2: Rolex Datejust Ref. 1601 “Buckley” Dial

Rolex Datejust 1601 “Buckley” Dial
Source: Theo & Harris
Diameter: 36mm
Movement: Automatic
Price: $4,000

The Rolex Datejust is, without much exaggeration, probably the ideal everyday watch. We’ve gone into this ad nauseum, but the point remains – the Datejust is a classic. It’s also one of the most varied watches in the Rolex catalog, and the “Buckley” dial 1601 is among the most sought after and unique. The watch was nicknamed after a Rolex authority who, to quote Christian Zeron, “loved them before anyone cared,” the painted black Roman numerals on the Buckley dial are some of the most fun you can have with a vintage Datejust.

It isn’t just the Roman numerals, though, that make it a good alternative to the Tank. At 36mm, it isn’t even remotely a “modern” sized watch, and yet its Oyster case, which lends a sort of cushion profile, makes it wear very differently than its nominal size might suggest, similar in many ways to the Tank. It’s also very versatile, making it, arguably, a more suitable option for those who dress up far less frequently than they dress down.

3: NOMOS Ludwig 201

Source: NOMOS
NOMOS Glashutte Ludwig 201
Diameter: 35mm
Movement: Alpha Hand-Winding Mechanical Movement
Price: $1,840

I wanted to include a manual winding watch on this list, as well as a modern one, and this NOMOS Ludwig ticked both boxes perfectly. At 35mm in diameter, the Ludwig is a classic dress watch size, but given the long, slender lugs that are typical NOMOS, the watch’s actual presence is a bit larger. The dial is also very NOMOS, with black painted Roman numerals replacing the typical Arabic numerals of the similar Tangente model. It features heat-blued stick hands for the hour, minute, and sub-seconds, and a railroad-style minute track outboard the indices.

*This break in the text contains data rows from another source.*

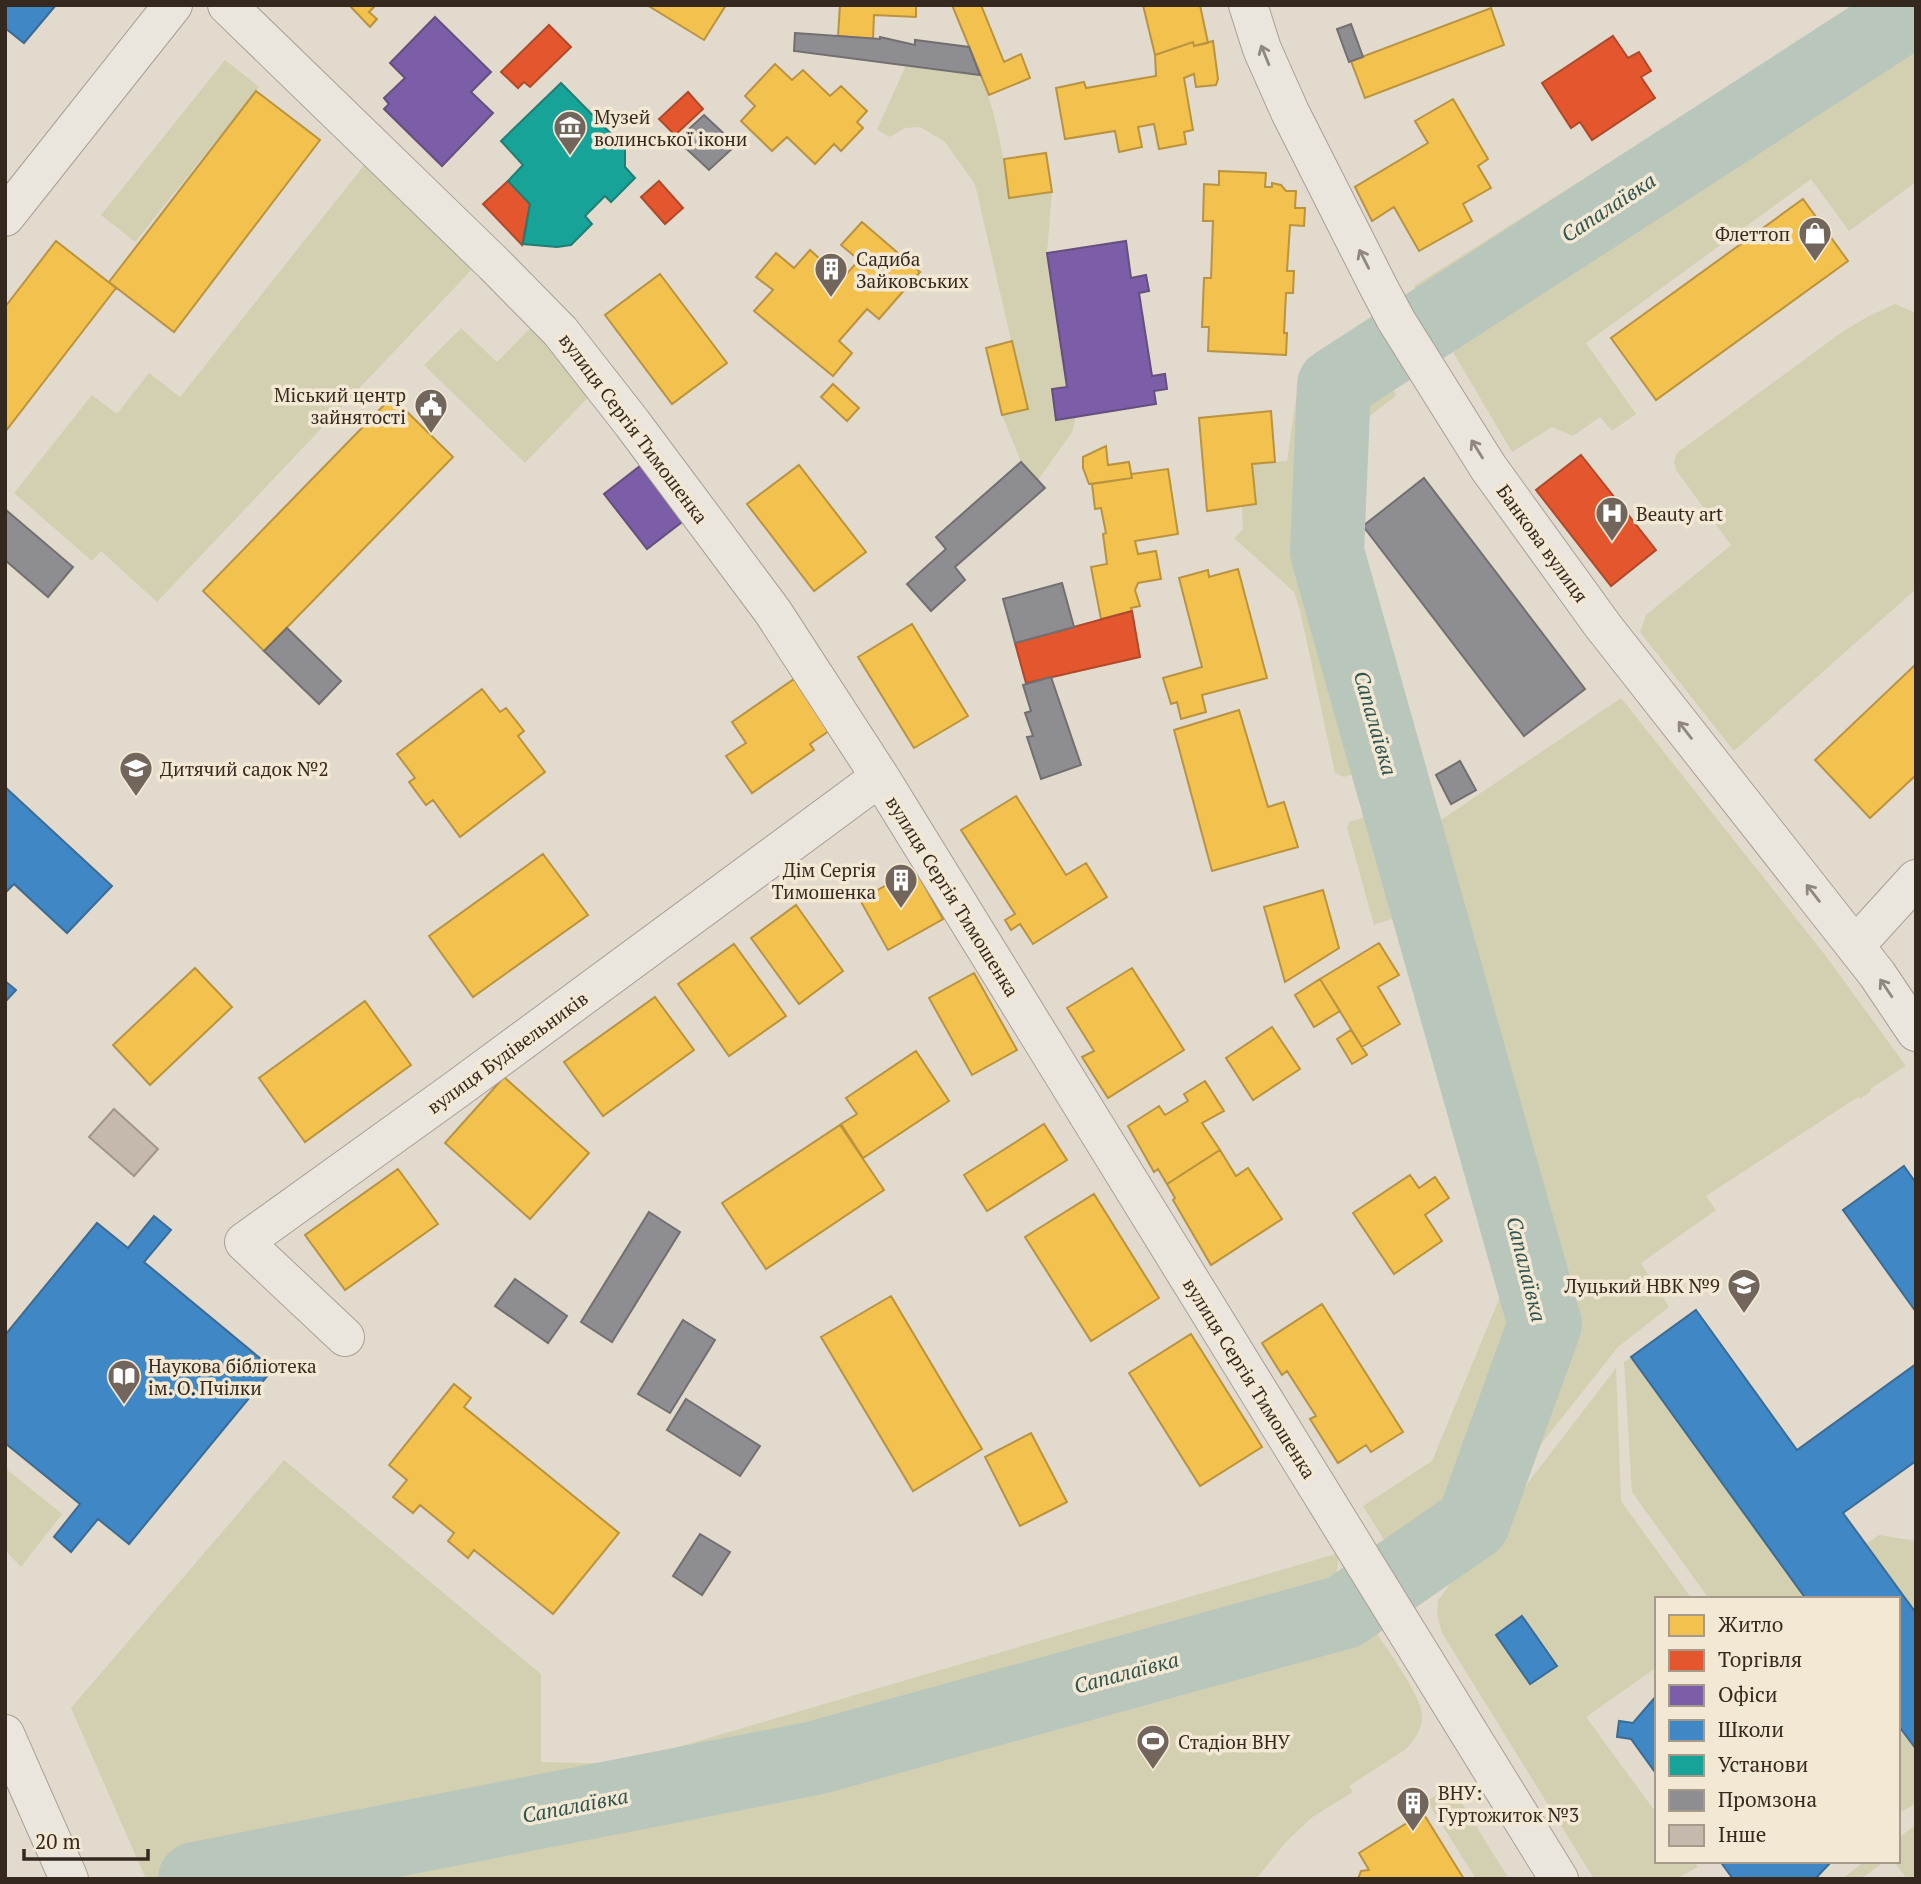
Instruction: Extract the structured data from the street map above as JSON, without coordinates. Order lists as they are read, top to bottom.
{
  "streets": {
    "street": ["вулиця Сергія Тимошенка", "Банкова вулиця", "вулиця Будівельників"]
  },
  "crossings": [
    ["вулиця Сергія Тимошенка", "вулиця Будівельників"]
  ],
  "one_way": ["Банкова вулиця"],
  "water": ["Сапалаївка"],
  "places": {
    "museum": ["Музей волинської ікони"],
    "shop": ["Флеттоп"],
    "building": ["Садиба Зайковських", "Дім Сергія Тимошенка", "ВНУ: Гуртожиток №3"],
    "public building": ["Міський центр зайнятості"],
    "hospital": ["Beauty art"],
    "school or university": ["Дитячий садок №2", "Луцький НВК №9"],
    "library": ["Наукова бібліотека ім. О. Пчілки"],
    "sports": ["Стадіон ВНУ"]
  },
  "legend": [
    "Житло",
    "Торгівля",
    "Офіси",
    "Школи",
    "Установи",
    "Промзона",
    "Інше"
  ],
  "scale_bar": "20 m"
}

Powering the watch is NOMOS’ legendary in-house Alpha manual winding movement. At under $2k, the Ludwig also offers some of the best value in the world of modern watches overall, and certainly in the world of alternatives to the Cartier Tank. Plus, being German and decidedly Bauhaus-inspired, the watch also offers plenty of unique features and design cues that help set it apart, while still capturing much the same energy as the Tank.

All right, geeks, that does it for this rundown of three round alternatives to the Cartier Tank. If you have any others that didn’t make the list, be sure to let us know and, as always, keep it classy, watchfam.